WOOHOO! I'm very happy to hear that!


----------



## 14yearpcmaker (Mar 11, 2007)

ladycat said:


> WOOHOO! I'm very happy to hear that!


Me too!


----------



## primal1 (Aug 22, 2003)

Finally!!!


----------



## Kung (Jan 19, 2004)

Now watch 'em pick something not too many people use, like Slack.


----------



## tnhomestead (Jul 23, 2006)

itsa start


----------



## Gary in ohio (May 11, 2002)

Its nice if the linux dell is selling is the one you want. I also doubt the amount of support they will actually offer you. I know novell's SUSE linux support is pretty bad. YOu get nice kernel support but provided application is hit miss if they have any idea how it works.


----------



## Kung (Jan 19, 2004)

For my part, I hope they offer Ubuntu simply because the support - both professional and 'bulletinboard' is top notch.


----------



## designer (Aug 19, 2004)

I've heard good things about Linux but never tried it. I am not happy with windows but can you run normal software on linux?I've also thought of getting a Mac but haven't because of the same reason.
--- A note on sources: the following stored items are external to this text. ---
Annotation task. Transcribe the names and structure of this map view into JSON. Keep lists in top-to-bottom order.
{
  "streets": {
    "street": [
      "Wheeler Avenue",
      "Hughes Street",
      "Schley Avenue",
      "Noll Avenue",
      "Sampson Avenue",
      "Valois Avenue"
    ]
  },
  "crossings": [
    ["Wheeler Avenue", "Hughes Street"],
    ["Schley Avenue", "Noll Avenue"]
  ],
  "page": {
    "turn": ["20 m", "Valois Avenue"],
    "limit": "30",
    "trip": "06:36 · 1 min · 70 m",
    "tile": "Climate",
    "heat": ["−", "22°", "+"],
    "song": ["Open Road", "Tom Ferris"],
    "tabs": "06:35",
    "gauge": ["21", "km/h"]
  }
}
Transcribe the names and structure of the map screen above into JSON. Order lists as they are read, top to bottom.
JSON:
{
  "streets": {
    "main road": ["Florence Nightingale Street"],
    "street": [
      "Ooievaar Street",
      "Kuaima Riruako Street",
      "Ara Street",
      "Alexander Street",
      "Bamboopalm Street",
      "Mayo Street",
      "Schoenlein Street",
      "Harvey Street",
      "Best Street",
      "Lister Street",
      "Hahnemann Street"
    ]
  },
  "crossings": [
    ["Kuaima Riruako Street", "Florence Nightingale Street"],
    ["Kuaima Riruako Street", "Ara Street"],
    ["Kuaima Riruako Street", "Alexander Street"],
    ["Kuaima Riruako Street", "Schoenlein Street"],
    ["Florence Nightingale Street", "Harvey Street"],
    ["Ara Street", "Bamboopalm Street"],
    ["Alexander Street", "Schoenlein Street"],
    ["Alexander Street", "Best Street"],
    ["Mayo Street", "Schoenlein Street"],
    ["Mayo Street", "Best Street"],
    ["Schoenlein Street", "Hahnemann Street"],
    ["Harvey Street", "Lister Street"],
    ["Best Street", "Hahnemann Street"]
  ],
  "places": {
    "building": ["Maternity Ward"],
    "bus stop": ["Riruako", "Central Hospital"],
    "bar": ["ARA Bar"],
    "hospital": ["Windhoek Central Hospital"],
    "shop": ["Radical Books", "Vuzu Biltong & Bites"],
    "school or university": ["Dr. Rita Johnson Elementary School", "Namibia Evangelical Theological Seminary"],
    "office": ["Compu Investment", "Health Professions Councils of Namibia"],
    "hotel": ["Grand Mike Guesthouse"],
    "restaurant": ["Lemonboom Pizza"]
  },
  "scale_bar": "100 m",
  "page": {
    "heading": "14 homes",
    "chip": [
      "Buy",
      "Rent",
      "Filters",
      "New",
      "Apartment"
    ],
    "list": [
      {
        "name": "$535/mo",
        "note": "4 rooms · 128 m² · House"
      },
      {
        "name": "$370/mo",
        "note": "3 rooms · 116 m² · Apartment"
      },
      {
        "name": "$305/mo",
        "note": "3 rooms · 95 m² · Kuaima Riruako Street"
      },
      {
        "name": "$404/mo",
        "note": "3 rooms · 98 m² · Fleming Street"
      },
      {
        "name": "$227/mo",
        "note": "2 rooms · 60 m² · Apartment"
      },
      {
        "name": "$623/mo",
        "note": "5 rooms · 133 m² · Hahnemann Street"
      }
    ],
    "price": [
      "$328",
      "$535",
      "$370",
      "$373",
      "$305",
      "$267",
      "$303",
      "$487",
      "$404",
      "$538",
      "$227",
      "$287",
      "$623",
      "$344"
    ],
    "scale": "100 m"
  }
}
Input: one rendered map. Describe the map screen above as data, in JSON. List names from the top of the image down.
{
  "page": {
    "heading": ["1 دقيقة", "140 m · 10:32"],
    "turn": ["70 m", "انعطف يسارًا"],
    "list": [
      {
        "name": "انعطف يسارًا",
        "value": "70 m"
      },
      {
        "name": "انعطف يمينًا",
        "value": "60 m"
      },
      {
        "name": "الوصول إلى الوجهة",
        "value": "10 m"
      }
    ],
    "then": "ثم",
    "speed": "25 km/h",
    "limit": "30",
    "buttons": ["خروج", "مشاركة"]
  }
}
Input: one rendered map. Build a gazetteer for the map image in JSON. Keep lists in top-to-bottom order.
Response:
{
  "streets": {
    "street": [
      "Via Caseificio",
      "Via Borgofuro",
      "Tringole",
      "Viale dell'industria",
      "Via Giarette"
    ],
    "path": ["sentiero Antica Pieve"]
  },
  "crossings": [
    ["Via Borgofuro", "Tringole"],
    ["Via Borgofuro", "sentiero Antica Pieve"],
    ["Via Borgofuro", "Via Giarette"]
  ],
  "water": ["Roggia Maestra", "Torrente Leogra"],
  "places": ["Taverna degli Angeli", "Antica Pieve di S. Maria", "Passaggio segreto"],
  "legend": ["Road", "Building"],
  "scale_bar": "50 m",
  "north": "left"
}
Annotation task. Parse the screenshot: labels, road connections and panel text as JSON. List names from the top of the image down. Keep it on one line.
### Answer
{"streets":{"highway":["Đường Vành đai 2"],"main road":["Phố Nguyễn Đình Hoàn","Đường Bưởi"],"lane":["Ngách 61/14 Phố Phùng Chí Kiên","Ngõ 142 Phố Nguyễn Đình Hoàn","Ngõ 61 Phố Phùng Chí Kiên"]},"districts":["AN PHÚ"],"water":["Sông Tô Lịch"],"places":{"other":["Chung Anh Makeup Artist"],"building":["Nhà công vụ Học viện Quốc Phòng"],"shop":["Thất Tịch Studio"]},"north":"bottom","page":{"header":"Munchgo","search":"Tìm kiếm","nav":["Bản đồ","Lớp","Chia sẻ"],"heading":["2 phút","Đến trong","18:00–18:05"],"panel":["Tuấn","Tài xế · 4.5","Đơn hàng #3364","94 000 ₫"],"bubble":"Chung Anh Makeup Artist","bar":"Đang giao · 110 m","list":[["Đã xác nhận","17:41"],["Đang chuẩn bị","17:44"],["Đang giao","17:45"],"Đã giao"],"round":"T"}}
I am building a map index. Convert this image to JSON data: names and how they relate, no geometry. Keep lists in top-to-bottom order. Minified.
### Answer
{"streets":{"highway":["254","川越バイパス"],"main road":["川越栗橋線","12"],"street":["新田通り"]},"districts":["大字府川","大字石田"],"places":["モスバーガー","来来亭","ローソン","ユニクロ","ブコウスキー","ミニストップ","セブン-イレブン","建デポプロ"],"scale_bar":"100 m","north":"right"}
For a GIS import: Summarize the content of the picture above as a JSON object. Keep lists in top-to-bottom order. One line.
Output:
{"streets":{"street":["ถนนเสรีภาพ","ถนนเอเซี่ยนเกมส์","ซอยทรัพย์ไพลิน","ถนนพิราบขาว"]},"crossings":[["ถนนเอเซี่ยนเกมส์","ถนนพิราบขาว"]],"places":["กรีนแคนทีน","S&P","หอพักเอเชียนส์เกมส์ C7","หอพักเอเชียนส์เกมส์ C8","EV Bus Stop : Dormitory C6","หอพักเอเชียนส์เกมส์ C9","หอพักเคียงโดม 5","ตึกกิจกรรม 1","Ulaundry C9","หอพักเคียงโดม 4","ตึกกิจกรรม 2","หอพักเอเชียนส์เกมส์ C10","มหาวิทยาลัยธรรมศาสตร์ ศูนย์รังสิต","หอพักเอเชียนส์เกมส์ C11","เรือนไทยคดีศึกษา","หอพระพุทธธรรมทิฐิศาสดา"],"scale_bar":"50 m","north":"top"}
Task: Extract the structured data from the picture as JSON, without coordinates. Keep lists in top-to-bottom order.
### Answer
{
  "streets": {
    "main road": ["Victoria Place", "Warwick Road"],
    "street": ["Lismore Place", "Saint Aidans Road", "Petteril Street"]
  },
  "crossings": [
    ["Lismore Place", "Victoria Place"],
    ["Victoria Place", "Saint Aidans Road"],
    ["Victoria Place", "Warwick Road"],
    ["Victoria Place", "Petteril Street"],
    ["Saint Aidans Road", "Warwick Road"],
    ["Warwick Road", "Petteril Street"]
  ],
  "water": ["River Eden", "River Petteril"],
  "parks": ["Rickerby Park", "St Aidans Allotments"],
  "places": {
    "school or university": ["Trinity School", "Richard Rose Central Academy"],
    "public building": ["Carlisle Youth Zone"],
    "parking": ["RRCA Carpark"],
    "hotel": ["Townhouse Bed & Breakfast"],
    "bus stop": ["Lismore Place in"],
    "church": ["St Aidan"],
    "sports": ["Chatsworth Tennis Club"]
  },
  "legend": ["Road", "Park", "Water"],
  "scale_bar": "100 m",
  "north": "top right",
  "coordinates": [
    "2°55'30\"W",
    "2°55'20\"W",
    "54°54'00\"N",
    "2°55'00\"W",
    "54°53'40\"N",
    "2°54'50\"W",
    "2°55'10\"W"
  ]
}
What kind of programs can you use on linux?


----------



## 14yearpcmaker (Mar 11, 2007)

Linux is not compatable with ANY windows program.


----------



## pixelphotograph (Apr 8, 2007)

Dell had done that a few years back and now that Michael Dell is back so is linux

lenovo (ibm) also does well with different flavors of linux as well.


----------



## Andy Nonymous (Aug 20, 2005)

14yearpcmaker said:


> Linux is not compatable with ANY windows program.


Not true! I take it you have never heard of Wine, the wiindow emulator for X based OS's http://www.winehq.com/ And Wine is not the only Win Emulator, just the most popular.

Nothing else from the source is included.